Subject: New Alternatives for Funding Collateral at the Federal Reserve

Corporate America is being stifled by the lack of debt financing alternatives. Banks are reluctant to lend, the
commercial paper market is not functioning, and secondary bond trading has diminished sharply. Clearly, the
corporate debt market is in crisis, and the primary cause is lack of funding in the capital markets.

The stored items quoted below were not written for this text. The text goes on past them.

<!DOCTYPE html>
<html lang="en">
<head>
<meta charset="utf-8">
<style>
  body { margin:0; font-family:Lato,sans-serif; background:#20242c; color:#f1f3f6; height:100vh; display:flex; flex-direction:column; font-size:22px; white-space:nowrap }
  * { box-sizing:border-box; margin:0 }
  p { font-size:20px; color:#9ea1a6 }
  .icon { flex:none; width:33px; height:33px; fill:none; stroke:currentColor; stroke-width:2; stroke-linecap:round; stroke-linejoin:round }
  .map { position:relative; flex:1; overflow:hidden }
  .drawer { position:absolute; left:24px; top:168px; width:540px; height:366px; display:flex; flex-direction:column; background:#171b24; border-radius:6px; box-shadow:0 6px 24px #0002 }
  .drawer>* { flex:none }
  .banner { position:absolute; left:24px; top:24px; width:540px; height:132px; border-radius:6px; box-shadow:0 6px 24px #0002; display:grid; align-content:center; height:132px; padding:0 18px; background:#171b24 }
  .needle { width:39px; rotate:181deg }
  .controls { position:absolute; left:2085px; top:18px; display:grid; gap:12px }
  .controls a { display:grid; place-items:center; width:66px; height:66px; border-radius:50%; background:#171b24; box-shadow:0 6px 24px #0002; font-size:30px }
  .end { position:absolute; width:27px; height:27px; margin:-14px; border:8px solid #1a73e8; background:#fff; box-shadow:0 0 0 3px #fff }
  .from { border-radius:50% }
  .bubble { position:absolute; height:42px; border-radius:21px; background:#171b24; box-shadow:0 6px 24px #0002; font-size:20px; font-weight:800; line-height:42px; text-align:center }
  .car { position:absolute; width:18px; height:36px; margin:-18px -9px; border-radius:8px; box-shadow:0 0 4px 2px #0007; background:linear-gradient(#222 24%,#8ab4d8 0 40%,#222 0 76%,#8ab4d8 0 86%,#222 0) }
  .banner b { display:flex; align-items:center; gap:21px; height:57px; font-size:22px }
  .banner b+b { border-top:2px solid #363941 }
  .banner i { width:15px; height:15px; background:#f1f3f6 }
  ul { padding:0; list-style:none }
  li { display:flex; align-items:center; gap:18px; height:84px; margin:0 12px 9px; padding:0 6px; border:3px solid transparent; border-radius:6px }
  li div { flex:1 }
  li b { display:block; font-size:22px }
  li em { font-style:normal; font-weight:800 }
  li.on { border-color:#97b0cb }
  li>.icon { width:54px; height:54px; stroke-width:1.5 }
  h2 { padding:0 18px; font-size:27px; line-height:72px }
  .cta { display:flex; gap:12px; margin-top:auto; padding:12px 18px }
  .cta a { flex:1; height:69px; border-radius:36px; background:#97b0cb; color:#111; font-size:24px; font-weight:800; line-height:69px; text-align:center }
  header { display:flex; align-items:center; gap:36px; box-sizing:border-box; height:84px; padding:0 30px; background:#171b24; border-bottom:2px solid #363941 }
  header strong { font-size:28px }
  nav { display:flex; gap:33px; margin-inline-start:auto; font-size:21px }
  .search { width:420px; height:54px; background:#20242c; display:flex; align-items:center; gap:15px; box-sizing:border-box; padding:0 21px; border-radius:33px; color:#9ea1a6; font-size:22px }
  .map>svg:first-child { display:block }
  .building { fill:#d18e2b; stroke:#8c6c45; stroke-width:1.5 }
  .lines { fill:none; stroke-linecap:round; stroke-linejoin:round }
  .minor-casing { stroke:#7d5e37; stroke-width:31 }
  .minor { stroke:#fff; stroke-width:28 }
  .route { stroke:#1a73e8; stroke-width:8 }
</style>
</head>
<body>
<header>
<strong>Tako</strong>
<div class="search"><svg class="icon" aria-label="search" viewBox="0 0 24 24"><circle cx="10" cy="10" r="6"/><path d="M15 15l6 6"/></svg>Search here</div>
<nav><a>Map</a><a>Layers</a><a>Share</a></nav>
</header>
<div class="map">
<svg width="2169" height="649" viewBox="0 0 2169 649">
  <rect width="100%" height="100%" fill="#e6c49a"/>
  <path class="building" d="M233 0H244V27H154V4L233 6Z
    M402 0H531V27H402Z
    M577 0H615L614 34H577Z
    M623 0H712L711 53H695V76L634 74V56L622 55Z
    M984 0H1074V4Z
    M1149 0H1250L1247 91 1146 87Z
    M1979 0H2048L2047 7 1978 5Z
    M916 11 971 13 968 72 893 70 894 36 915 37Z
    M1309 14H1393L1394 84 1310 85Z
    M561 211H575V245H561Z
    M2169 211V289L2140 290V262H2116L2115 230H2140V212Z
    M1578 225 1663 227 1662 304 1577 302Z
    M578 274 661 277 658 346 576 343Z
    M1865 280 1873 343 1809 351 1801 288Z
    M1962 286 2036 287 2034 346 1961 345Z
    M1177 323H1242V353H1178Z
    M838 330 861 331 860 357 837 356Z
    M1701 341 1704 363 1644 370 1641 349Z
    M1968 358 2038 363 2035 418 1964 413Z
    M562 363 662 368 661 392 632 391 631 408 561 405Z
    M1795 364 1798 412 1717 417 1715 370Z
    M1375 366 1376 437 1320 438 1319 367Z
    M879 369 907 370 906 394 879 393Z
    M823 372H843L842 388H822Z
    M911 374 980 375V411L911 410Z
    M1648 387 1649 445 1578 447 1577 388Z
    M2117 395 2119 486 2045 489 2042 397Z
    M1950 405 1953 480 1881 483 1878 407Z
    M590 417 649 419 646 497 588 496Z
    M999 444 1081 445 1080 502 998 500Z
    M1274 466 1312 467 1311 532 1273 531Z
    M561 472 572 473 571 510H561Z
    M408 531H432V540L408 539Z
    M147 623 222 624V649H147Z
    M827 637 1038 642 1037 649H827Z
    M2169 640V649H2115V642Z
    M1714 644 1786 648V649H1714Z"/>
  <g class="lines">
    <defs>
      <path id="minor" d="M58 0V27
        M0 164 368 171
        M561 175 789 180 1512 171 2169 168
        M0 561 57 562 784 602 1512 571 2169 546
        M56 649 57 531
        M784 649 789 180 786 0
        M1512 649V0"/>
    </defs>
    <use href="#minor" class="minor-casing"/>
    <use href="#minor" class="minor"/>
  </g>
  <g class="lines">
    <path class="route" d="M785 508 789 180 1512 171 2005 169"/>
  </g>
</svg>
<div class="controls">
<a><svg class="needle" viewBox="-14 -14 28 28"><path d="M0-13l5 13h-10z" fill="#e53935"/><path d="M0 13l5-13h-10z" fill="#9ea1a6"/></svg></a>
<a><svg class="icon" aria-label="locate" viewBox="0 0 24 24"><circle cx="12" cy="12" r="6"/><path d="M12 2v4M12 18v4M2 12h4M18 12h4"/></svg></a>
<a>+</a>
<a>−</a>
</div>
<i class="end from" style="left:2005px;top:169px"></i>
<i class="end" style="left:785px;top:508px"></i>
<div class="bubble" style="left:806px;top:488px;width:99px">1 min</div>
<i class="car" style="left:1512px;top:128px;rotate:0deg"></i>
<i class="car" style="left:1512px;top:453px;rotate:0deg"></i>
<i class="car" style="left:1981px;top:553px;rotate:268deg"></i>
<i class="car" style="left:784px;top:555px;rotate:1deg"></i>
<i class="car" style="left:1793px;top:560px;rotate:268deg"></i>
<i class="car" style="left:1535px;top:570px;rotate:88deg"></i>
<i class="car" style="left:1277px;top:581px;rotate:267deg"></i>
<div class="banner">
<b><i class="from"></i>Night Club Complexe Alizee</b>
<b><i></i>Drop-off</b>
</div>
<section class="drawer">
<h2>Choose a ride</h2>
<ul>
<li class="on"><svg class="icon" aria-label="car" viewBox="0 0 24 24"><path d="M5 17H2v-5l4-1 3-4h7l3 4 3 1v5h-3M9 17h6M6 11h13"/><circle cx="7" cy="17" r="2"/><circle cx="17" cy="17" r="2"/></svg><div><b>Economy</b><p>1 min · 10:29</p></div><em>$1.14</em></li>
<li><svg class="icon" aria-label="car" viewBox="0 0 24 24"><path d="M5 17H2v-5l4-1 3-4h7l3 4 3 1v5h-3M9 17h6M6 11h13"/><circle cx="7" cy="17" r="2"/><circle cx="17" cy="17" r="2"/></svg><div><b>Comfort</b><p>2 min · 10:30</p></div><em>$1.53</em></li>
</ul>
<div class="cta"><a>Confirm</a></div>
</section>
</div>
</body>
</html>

Currently, the conduit through which investment institutions can access financing of investment grade
corporate bonds is not functioning. While member banks can pledge corporate bonds to the Federal Reserve as
collateral to borrow money, they are not passing this ability through to corporate bond investors via the repo
market. Rather than acting as a conduit for investors, the member banks are charging very high borrowing rates
and imposing very large haircuts to reverse repo corporate bond collateral. Compounding this problem is the
fact that reverse repo-ing from customers and then repo-ing to the Federal Reserve has the effect of grossing
up the dealer balance sheet, which the dealers cannot do without affecting capital ratios. This is especially true
for high risk-weighted assets, such as corporate securities. Investors, therefore, are denied effective access to
the Federal Reserve facility. This reduces investor demand for corporate bonds and limits the ability of high
quality corporations to issue debt at reasonable rate levels in the capital markets.

There are at least 3 possible ways the Federal Reserve and/or United States Government could provide
immediate relief:

  1. GSE DIRECT REPO. Use the GSE (FNMA and FHLMC) former repo matched books to reverse repo securities from collateral providers and to repo securities to cash providers. The GSEs are government-guaranteed until December 31 2009, and the government can provide them balance sheet.
  2. FED DIRECT REPO. Have the Federal Reserve transact both repo and reverse repo with other creditworthy cash providers and collateral providers, in addition to primary dealers, which have dropped in number to 17.
  3. FED SUPPORTED DIRECT REPO. Encourage primary dealers to transact reverse repo with collateral providers and then repo or pledge those securities to one of the many existing Federal Reserve liquidity programs by giving the primary dealers balance sheet relief. We would expect, under this pipeline, that primary dealer balance sheet usage would be zero for any securities they reverse repo from collateral providers if those securities are then pledged to the Federal Reserve under one of its programs.

This does not put an additional burden on the Federal Reserve, nor would it increase costs beyond that to which the Federal Reserve is currently committed. Further, these changes would insure the orderly operation of the corporate capital markets. Investors could buy more bonds, and issuers would be able to issue debt at far more attractive interest rates.